▶ _Your assignment_: Go through the entries below and return every line that contains "water".

+ + +

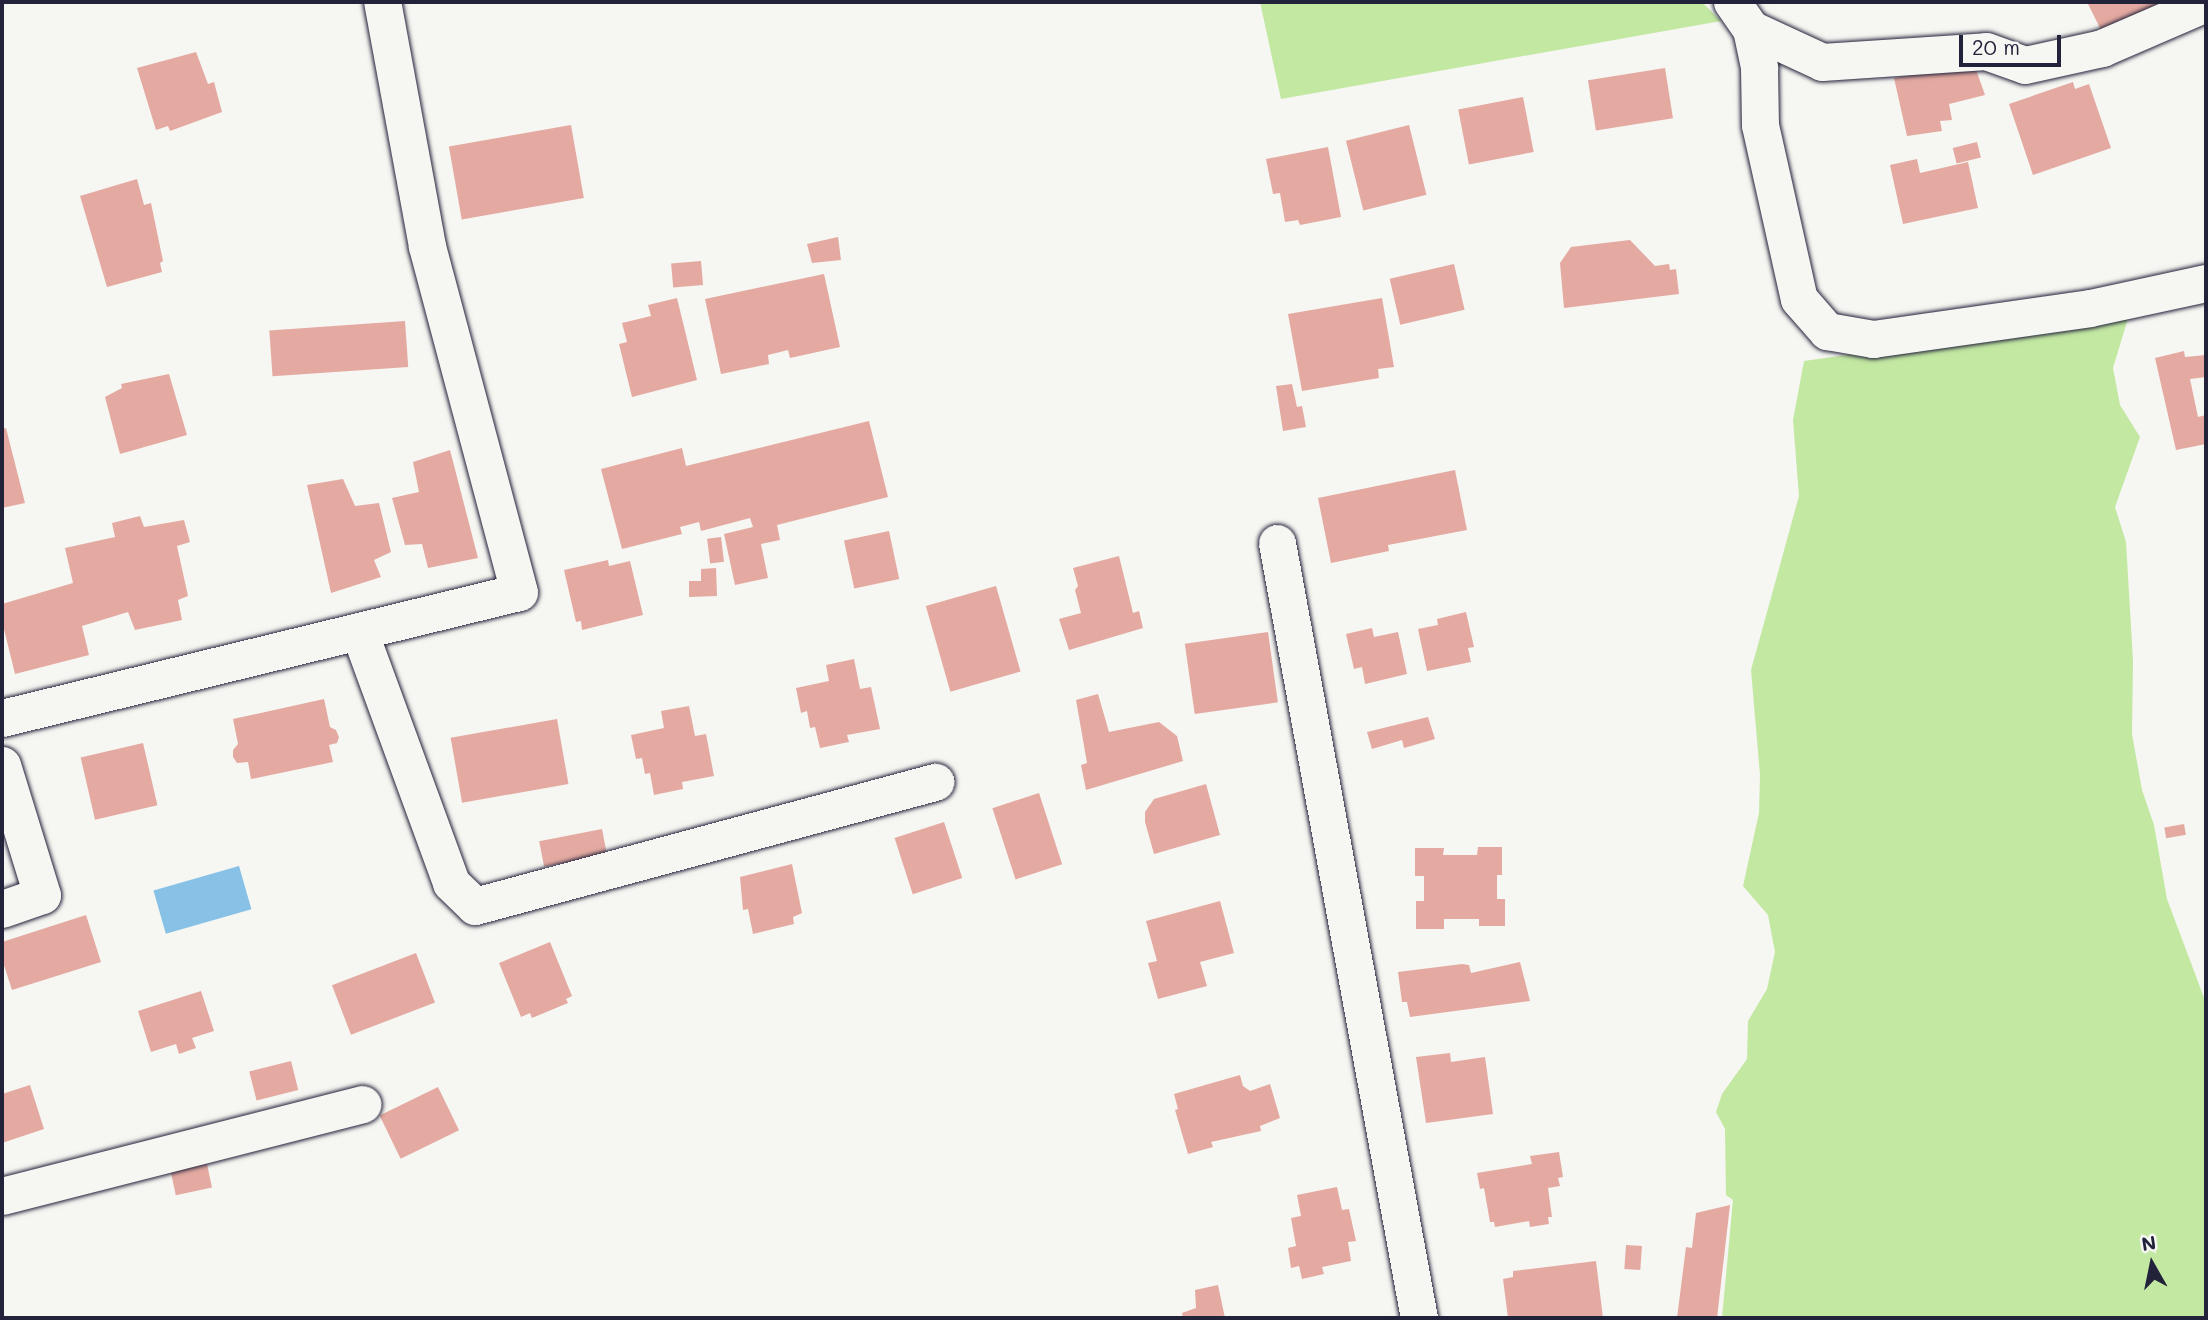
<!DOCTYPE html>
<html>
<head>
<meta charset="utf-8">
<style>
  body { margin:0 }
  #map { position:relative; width:2208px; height:1320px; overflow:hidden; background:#f6f6f2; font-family:Mali,sans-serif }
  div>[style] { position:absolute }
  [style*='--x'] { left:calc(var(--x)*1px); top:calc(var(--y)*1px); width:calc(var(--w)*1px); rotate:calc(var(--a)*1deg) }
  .green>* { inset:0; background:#c3e8a2 }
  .water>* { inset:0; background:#87c1e6; transform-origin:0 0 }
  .building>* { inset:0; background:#e4aaa1; transform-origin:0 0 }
  .roads { filter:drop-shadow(0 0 2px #22223b) drop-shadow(0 0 2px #22223b) }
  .minor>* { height:37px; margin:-18.5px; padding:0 18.5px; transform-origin:18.5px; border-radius:18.5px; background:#f6f6f2 }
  span { translate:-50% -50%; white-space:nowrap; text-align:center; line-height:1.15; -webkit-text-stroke:5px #f6f6f2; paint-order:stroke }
  .frame { position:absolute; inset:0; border:4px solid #22223b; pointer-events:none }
  .north { position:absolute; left:2117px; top:1229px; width:70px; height:70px; -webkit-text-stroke:5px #f6f6f2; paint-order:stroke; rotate:351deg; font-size:19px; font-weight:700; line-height:28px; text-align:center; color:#22223b }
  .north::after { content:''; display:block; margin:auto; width:24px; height:32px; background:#22223b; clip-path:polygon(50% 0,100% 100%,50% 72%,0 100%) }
  .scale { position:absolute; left:1959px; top:35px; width:102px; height:32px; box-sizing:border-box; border:4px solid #22223b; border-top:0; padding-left:9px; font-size:21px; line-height:24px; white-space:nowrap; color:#22223b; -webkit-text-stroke:5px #f6f6f2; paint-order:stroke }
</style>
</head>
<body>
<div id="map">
  <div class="green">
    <i style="clip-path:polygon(1260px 2px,1702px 2px,1721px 21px,1281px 99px)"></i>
    <i style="clip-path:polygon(2129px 315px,2113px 368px,2120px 405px,2140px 437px,2115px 507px,2126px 542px,2133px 661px,2132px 734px,2142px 790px,2154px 825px,2167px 899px,2206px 1003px,2206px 1318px,1722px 1318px,1733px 1200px,1726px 1195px,1725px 1129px,1716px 1112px,1722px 1094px,1747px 1059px,1748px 1021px,1767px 989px,1775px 952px,1768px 915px,1743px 886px,1759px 813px,1760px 775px,1751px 670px,1799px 496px,1793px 420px,1804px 361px)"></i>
  </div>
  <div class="water">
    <i style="left:239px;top:866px;width:45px;height:89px;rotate:74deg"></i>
  </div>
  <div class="building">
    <i style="clip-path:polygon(2087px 2px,2175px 2px,2103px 34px)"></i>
    <i style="clip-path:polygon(196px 52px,208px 84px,214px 82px,222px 112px,170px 131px,168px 126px,156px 130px,137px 68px)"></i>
    <i style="clip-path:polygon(1974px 64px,1985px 95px,1949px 104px,1952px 120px,1940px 121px,1942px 131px,1907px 136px,1894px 78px)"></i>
    <i style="left:1665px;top:68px;width:51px;height:78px;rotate:81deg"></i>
    <i style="clip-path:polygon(2073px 82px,2075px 89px,2089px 84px,2111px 148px,2033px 175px,2009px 104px)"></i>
    <i style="left:1523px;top:97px;width:56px;height:66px;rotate:79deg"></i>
    <i style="left:571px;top:125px;width:74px;height:124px;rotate:80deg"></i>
    <i style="left:1409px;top:125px;width:72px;height:65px;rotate:76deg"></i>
    <i style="left:1977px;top:142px;width:16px;height:25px;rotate:76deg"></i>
    <i style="clip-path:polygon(1328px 147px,1341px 217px,1300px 225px,1298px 220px,1285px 222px,1280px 193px,1273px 194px,1266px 159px)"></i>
    <i style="clip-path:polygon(1917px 159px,1920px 173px,1968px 162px,1978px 208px,1903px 224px,1890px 165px)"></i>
    <i style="clip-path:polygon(137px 179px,144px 205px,151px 203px,163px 261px,160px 263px,162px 272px,107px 287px,80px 196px)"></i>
    <i style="clip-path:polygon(838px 237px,841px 260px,812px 263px,807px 244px)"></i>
    <i style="clip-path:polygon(1630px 240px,1655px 266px,1669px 264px,1670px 270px,1676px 269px,1679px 294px,1564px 308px,1560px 263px,1571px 247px)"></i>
    <i style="left:701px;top:261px;width:24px;height:30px;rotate:85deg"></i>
    <i style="left:1454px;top:264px;width:47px;height:66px;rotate:77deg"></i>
    <i style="clip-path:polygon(824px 274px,840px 347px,790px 358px,788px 350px,768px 355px,769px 364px,721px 374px,705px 299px)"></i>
    <i style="clip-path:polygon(677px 298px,697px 380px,632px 397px,619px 344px,627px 342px,622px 323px,651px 316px,648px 305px)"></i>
    <i style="clip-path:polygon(1382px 298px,1394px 367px,1378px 369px,1379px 378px,1302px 391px,1288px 314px)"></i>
    <i style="left:405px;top:321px;width:46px;height:136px;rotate:86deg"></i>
    <i style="clip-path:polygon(2184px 351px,2185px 357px,2206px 355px,2206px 377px,2190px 379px,2198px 417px,2206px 415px,2206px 444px,2176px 450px,2155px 358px)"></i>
    <i style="clip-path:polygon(169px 374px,187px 435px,120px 454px,105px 397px,122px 388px,121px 384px)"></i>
    <i style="clip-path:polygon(1292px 384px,1297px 407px,1302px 406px,1306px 427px,1283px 431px,1276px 386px)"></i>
    <i style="clip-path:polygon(869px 421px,888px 497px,777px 525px,780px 540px,761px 544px,768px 578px,735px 585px,724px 534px,753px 527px,750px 518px,701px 531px,699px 522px,680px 527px,682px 534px,622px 549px,601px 469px,682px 448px,686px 466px)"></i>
    <i style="clip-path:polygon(6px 428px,25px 503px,2px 508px,2px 429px)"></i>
    <i style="clip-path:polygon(450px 450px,478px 558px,428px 568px,422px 544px,405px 545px,392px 498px,419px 492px,413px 462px)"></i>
    <i style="clip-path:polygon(1455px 470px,1467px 530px,1388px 545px,1389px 551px,1331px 563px,1318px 498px)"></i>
    <i style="clip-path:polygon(343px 479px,355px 506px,379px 503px,391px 552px,374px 560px,381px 577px,331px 593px,307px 485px)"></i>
    <i style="clip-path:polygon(140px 516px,144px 527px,184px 520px,190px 542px,177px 546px,188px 596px,178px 600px,182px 620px,135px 630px,128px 612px,82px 626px,89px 655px,15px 674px,2px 621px,2px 604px,73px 583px,65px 548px,115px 537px,112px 523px)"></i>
    <i style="left:889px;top:531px;width:49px;height:46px;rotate:78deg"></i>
    <i style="left:721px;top:537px;width:25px;height:14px;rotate:83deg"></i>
    <i style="clip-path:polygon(1119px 556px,1133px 613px,1139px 611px,1143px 628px,1069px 650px,1059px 619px,1081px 613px,1075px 590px,1078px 586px,1073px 568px)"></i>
    <i style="clip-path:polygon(608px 560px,609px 566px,630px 561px,643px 615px,582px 630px,581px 621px,576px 622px,564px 570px)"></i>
    <i style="clip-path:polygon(716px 568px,717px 596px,689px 597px,689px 581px,701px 581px,701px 569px)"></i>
    <i style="left:996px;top:586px;width:89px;height:73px;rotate:74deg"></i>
    <i style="clip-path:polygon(1466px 612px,1474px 647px,1468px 648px,1471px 662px,1427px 671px,1418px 629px,1438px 625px,1437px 619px)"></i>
    <i style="clip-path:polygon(1372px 628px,1374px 637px,1398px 632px,1407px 674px,1365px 684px,1362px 667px,1354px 669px,1346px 634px)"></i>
    <i style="left:1268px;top:632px;width:71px;height:84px;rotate:82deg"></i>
    <i style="clip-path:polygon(854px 659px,860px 689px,871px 687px,880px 729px,847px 735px,849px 742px,820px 748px,815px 727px,810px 728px,807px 711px,801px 713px,796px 688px,829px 681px,826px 665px)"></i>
    <i style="clip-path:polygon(1098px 694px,1109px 732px,1159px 722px,1177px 736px,1183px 761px,1086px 790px,1081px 765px,1087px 763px,1076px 700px)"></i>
    <i style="clip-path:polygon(324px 699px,330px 727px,336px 730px,339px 737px,337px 743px,329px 745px,333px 762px,251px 779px,248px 762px,237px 763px,233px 757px,233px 750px,238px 744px,233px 719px)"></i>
    <i style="clip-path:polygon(689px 706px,695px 736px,706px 734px,714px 776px,682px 782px,683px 789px,654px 795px,650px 773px,645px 774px,642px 758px,636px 759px,631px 735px,664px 728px,661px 711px)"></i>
    <i style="clip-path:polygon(1428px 717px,1435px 739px,1404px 748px,1402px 740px,1372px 749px,1367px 732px)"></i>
    <i style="left:557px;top:719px;width:66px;height:108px;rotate:80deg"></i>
    <i style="left:143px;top:743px;width:64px;height:64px;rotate:77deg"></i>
    <i style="clip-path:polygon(1206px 784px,1220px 835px,1154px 854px,1145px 822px,1145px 812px,1154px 799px)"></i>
    <i style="left:1039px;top:793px;width:75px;height:49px;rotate:72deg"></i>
    <i style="left:944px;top:822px;width:59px;height:52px;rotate:72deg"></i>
    <i style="left:2184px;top:824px;width:11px;height:20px;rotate:80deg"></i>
    <i style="left:602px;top:829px;width:26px;height:64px;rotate:79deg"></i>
    <i style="clip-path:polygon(1478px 847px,1502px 847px,1502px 875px,1497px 875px,1497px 899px,1505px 899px,1505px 926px,1479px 926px,1479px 919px,1444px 919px,1444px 929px,1416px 929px,1416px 901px,1424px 901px,1424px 876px,1415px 876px,1415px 848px,1444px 848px,1443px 855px,1477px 855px)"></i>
    <i style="clip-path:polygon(792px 864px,802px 913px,793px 917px,794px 924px,753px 934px,748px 909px,743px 910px,740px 877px)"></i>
    <i style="clip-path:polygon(1220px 901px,1234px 953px,1200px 962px,1207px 986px,1158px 999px,1148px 963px,1157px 961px,1146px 921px)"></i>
    <i style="clip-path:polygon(86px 915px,101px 962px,12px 990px,2px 959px,2px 942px)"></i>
    <i style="clip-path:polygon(550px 942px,572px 996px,566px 999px,568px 1003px,532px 1018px,530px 1013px,521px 1017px,499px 963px)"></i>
    <i style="left:416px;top:953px;width:53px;height:90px;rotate:69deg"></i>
    <i style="clip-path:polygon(1520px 962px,1530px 1001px,1410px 1017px,1407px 1002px,1402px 1002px,1398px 972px,1462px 964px,1469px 965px,1471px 973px)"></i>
    <i style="clip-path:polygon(201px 991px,214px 1031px,192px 1038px,196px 1048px,179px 1054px,176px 1044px,151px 1052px,138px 1011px)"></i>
    <i style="clip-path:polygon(1450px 1053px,1451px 1062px,1485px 1057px,1493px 1114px,1426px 1123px,1416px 1057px)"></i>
    <i style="left:291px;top:1061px;width:30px;height:43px;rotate:76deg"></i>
    <i style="clip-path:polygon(1240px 1075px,1243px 1086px,1250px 1091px,1270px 1084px,1280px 1118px,1260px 1126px,1261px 1131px,1211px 1142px,1213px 1147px,1188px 1154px,1175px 1110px,1178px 1109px,1174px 1094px)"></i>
    <i style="clip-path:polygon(30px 1085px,44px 1129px,2px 1143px,2px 1094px)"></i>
    <i style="left:438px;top:1087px;width:48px;height:65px;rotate:64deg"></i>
    <i style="clip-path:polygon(1559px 1152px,1563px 1177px,1558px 1178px,1560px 1186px,1548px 1188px,1552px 1217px,1548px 1217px,1549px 1224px,1530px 1227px,1529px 1221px,1495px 1227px,1494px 1222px,1490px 1222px,1484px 1188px,1480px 1189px,1477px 1173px,1532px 1164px,1530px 1156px)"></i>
    <i style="left:207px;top:1164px;width:24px;height:37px;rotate:78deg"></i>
    <i style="clip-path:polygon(1337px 1187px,1342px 1210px,1349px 1209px,1356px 1241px,1348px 1242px,1351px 1261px,1322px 1267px,1324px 1274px,1302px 1279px,1299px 1266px,1291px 1268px,1288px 1248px,1296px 1246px,1291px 1218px,1301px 1216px,1297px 1195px)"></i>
    <i style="clip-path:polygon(1730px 1205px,1717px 1318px,1677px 1318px,1686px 1247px,1692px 1248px,1696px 1213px)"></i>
    <i style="left:1626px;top:1245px;width:16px;height:24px;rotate:4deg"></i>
    <i style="clip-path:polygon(1596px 1261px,1603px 1318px,1508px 1318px,1503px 1279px,1513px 1277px,1513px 1271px)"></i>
    <i style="clip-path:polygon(1218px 1285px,1225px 1318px,1183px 1318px,1182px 1313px,1196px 1308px,1195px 1290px)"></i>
  </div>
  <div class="roads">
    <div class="minor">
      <i style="--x:1732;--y:2;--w:33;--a:55"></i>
      <i style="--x:1751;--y:29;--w:40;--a:78"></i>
      <i style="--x:1759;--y:68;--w:57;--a:89"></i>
      <i style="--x:1760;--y:125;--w:178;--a:77.4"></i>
      <i style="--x:1799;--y:299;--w:43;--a:48.8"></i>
      <i style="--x:1827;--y:331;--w:47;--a:9.9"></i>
      <i style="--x:1873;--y:339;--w:219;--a:-8.1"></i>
      <i style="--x:2090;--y:308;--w:119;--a:-12.2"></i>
      <i style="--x:1751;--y:29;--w:78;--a:24.9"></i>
      <i style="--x:1822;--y:62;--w:164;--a:-3.8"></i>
      <i style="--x:1986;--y:51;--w:41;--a:19.7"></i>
      <i style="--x:2025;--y:65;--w:79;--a:-12.4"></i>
      <i style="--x:2102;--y:48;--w:113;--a:-23.4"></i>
      <i style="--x:1277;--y:543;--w:788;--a:79.62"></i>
      <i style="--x:359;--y:631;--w:268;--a:69.9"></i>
      <i style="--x:451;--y:883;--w:33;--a:44"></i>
      <i style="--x:475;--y:906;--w:477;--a:-15.1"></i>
      <i style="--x:2;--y:718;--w:532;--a:-13.7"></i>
      <i style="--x:519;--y:592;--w:358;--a:-104.9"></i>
      <i style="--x:427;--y:246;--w:248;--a:-100.4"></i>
      <i style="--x:2;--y:765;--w:136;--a:72.9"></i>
      <i style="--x:42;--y:895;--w:42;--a:160.7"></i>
      <i style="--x:2;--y:1196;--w:372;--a:-14.3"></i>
    </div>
  </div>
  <div class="frame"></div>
  <div class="north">N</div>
  <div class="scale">20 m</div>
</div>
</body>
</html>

+ + +

▶ _Solution_:
  .water>* { inset:0; background:#87c1e6; transform-origin:0 0 }
  <div class="water">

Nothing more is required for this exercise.